NAMAZI BOZAN
ŞEYLER
Namazı bozan şeyler şunlardır:
1 Konuşmak: Bir kelime de namazı bozar. Bilerek,
bilmiyerek, zorla, unutarak söylemek, hep bozar. Başkasının selâmına, sözüne
cevap vermek bozar. Kur'ân-ı kerîmde ve hadîs-i şerîfte bulunmıyan duâları
okumak, bozar.
2 Boğazından, özürsüz, öksürür gibi ses çıkarmak
bozar. Kendiliğinden olursa bozmaz. Okumayı kolaylaştırmak için yaparsa, zararı
olmaz.
3 Ah, of, Uf gibi sözler bozar. Sesli ağlamak
bozar. Sessiz gözyaşı bozmaz.Hasta, elinde olmıyarak ah, of der ve ağlarsa
bozulmaz.
4 Aksırıp Elhamdülillah diyene Yerhamükallah
demek bozar.
5 Başkasının sözü ile yerini değiştirmek veya
yanına gelene, onun sözü ile yer açmak bozar. Fakat, kendiliğinden hareket
ederse yer verirse bozmaz.
6 Az da olsa, unutarak da olsa, dışardan alarak
yimek, içmek bozar. Diş arasında kalmış, nohuttan küçük şeyi yutmak bozmaz.

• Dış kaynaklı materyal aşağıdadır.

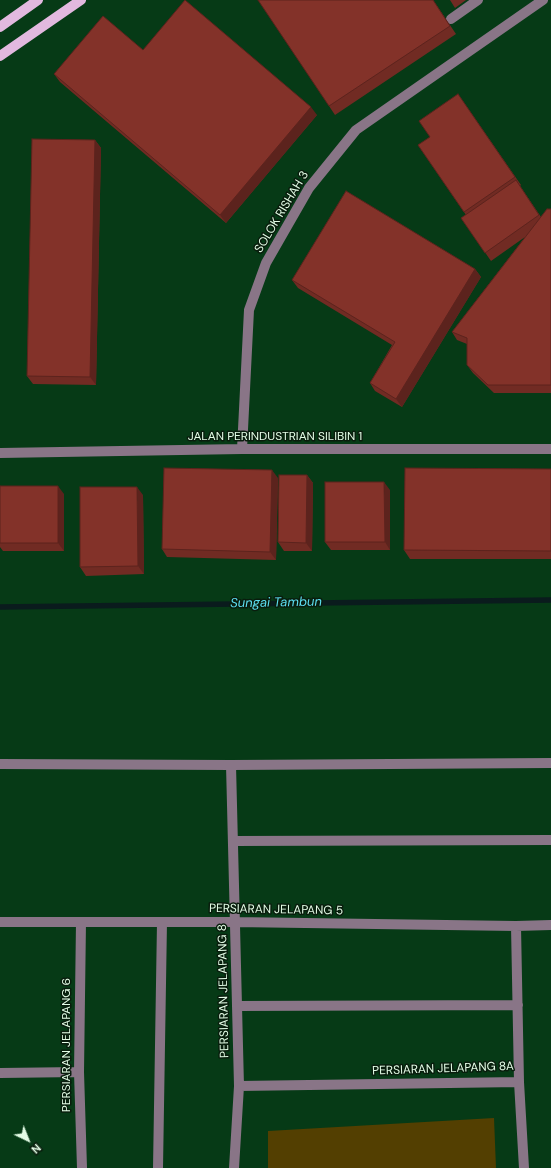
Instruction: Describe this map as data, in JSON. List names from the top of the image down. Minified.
{"streets":{"street":["SOLOK RISHAH 3","JALAN PERINDUSTRIAN SILIBIN 1","PERSIARAN JELAPANG 5","PERSIARAN JELAPANG 8","PERSIARAN JELAPANG 6","PERSIARAN JELAPANG 8A"]},"crossings":[["SOLOK RISHAH 3","JALAN PERINDUSTRIAN SILIBIN 1"],["PERSIARAN JELAPANG 5","PERSIARAN JELAPANG 8"],["PERSIARAN JELAPANG 5","PERSIARAN JELAPANG 6"],["PERSIARAN JELAPANG 5","PERSIARAN JELAPANG 8A"],["PERSIARAN JELAPANG 8","PERSIARAN JELAPANG 8A"]],"water":["Sungai Tambun"],"north":"bottom right"}
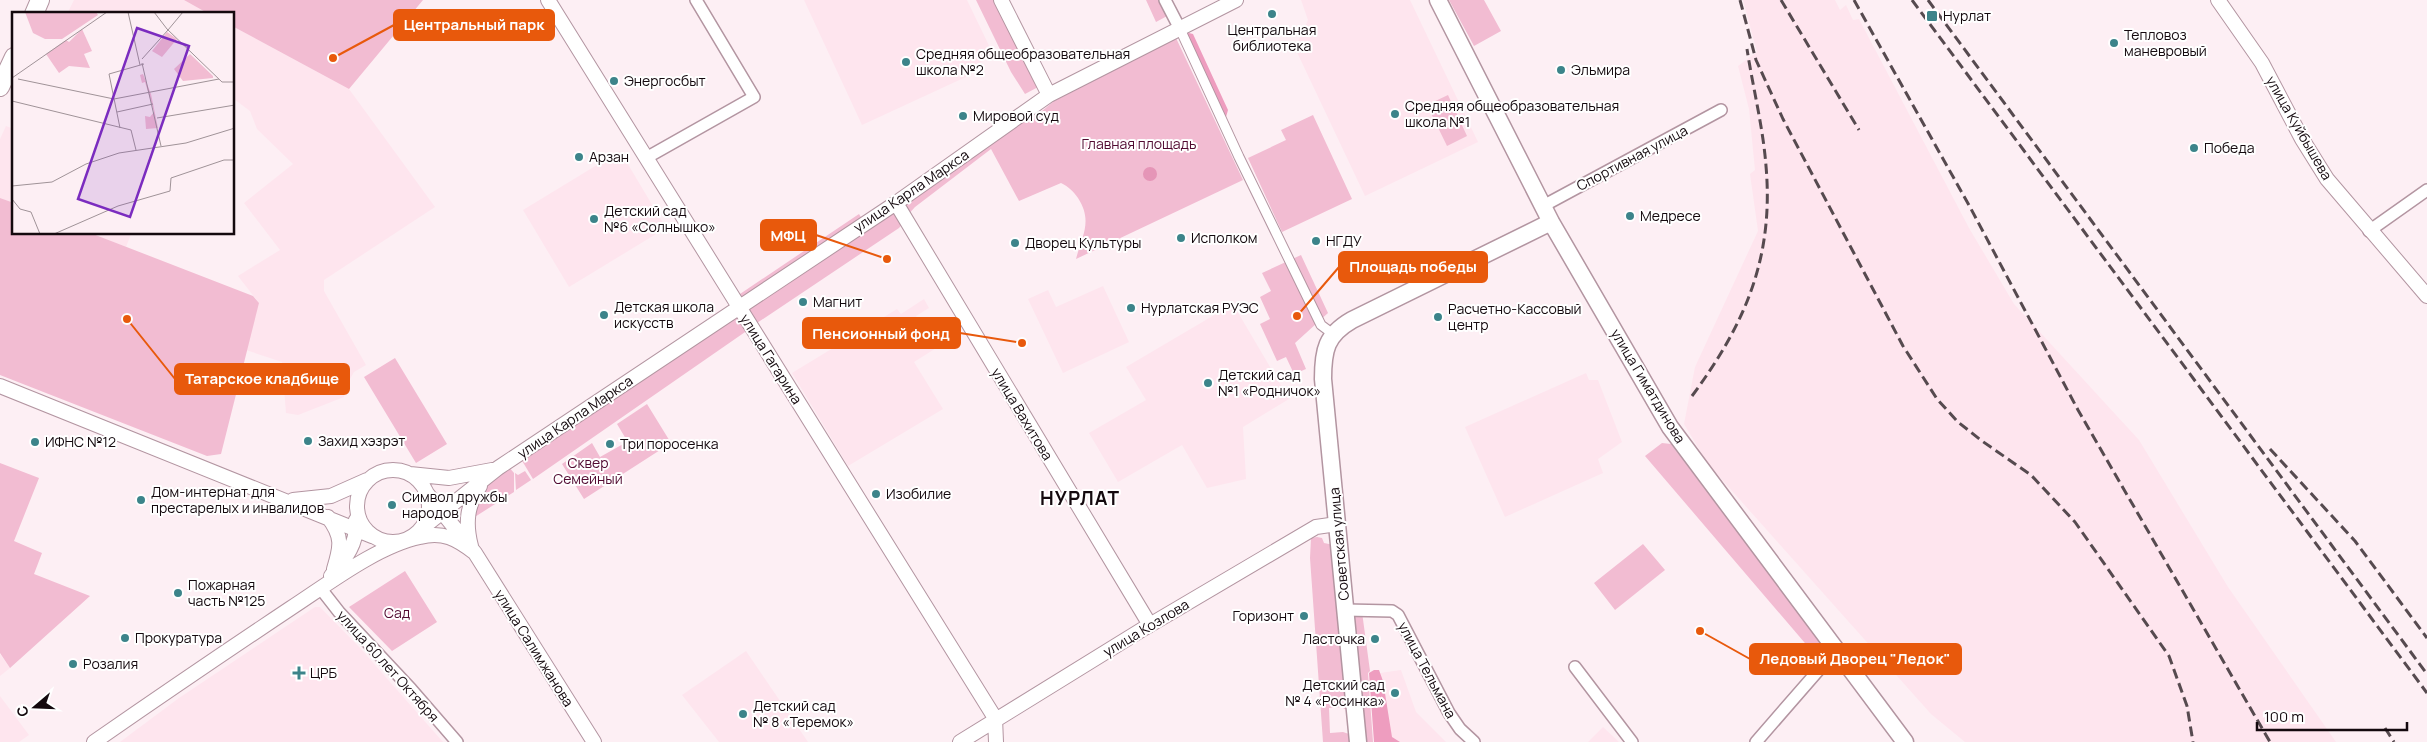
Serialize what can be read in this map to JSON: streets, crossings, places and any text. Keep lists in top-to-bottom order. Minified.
{"streets":{"main road":["улица Гиматдинова","Советская улица"],"street":["улица Куйбышева","Спортивная улица","улица Карла Маркса","улица Гагарина","улица Вахитова","улица Козлова","улица Салимжанова","улица 60 лет Октября","улица Тельмана"]},"crossings":[["Спортивная улица","улица Гиматдинова"],["улица Карла Маркса","улица Гагарина"],["улица Карла Маркса","улица Вахитова"],["улица Гагарина","улица Козлова"],["улица Вахитова","улица Козлова"],["Советская улица","улица Козлова"],["Советская улица","улица Тельмана"]],"districts":["НУРЛАТ"],"parks":["Главная площадь","Сквер Семейный","Сад"],"places":{"other":["Центральная библиотека","Тепловоз маневровый","Центральный парк","Средняя общеобразовательная школа №2","Эльмира","Энергосбыт","Средняя общеобразовательная школа №1","Мировой суд","Победа","Арзан","Медресе","Детский сад №6 «Солнышко»","Исполком","НГДУ","Дворец Культуры","МФЦ","Магнит","Нурлатская РУЭС","Детская школа искусств","Площадь победы","Расчетно-Кассовый центр","Татарское кладбище","Пенсионный фонд","Детский сад №1 «Родничок»","Захид хэзрэт","ИФНС №12","Три поросенка","Изобилие","Дом-интернат для престарелых и инвалидов","Символ дружбы народов","Пожарная часть №125","Горизонт","Ледовый Дворец \"Ледок\"","Прокуратура","Ласточка","Розалия","Детский сад № 4 «Росинка»","Детский сад № 8 «Теремок»"],"transit":["Нурлат"],"health":["ЦРБ"]},"scale_bar":"100 m","north":"left"}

Ağzındaki ufak bir şeyi üç kere çiğnemek veya eritip yutmak, namazı bozar.
7 Kur'ân-ı kerîme veya kâğıda bakıp, öğrenerek
okumak bozar.
8 Namazdan olmıyan fazla hareketler, namazı
bozar. Bir elin hareketi üçten az olursa bozmaz.
9 Bir rükünde, üç kere sübhânallah diyecek kadar
avret yeri açılırsa veya derisinde, elbisesinde, namaz kılacak yerde namazı
bozacak kadar necâset olursa bozulur.
10 Özürsüz, göğsünü kıbleden çevirince hemen
bozar. Yüzünü, başka uzvunu çevirmek bozmaz, mekrûh olur. Elinde olmıyarak
çevrilince, bir rükün devam ederse, bozar.
11- Namaz içindeki tekbîrlerde Allahü derken, baştaki
hemzeyi uzatırsa namaz bozulur. Namaza dururken uzatırsa, namaza başlaması
sahîh olmaz.
12 Tegannî ile okumak, mânâyı bozarsa, namaz
bozular. Meselâ Ra'yı uzatarak Râbbenâ lekelhamd, demek bozar.
13 Zellet-ül-kâri Ya'ni yanlış okumak bozar: Bu
hatâ harekelerde ve sükûnde olabilir. Harfin yerini değiştirir veya harf ilâve
eder, yâhut azaltır. Veyâhut harfi ileri geri alır. Kelimelerde ve cümlelerde
olur. Bunun için harfleri usulüne uygun çıkarmak lâzımdır. Aksi taktirde namaz
bozulabilir. Meselâ, ehad yerine ehat deyince bozulur.
Düzgün okunmadığında, Kur'ân-ı kerîmin mânâsı değişerek, küfre
sebeb olacak mânâların çıktığı haller de çoktur. Meselâ Hallâk kelimesi, Hı
ile okunduğunda yaratıcı, Ha ile okunduğunda, berber mânâsına
gelmektedir. Bu şekilde okunduğunda, meselâ Yasîn-i şerîfin seksenbirinci
âyet-i kerîmesindeki (Onun yarattıkları pek çoktur. O, herşeyi bilir) ifadesi
(O berberdir, herşeyi bilicidir) şeklini almaktadır.
Arabîdeki harflerin karşılığı lâtin harflerinde yoktur.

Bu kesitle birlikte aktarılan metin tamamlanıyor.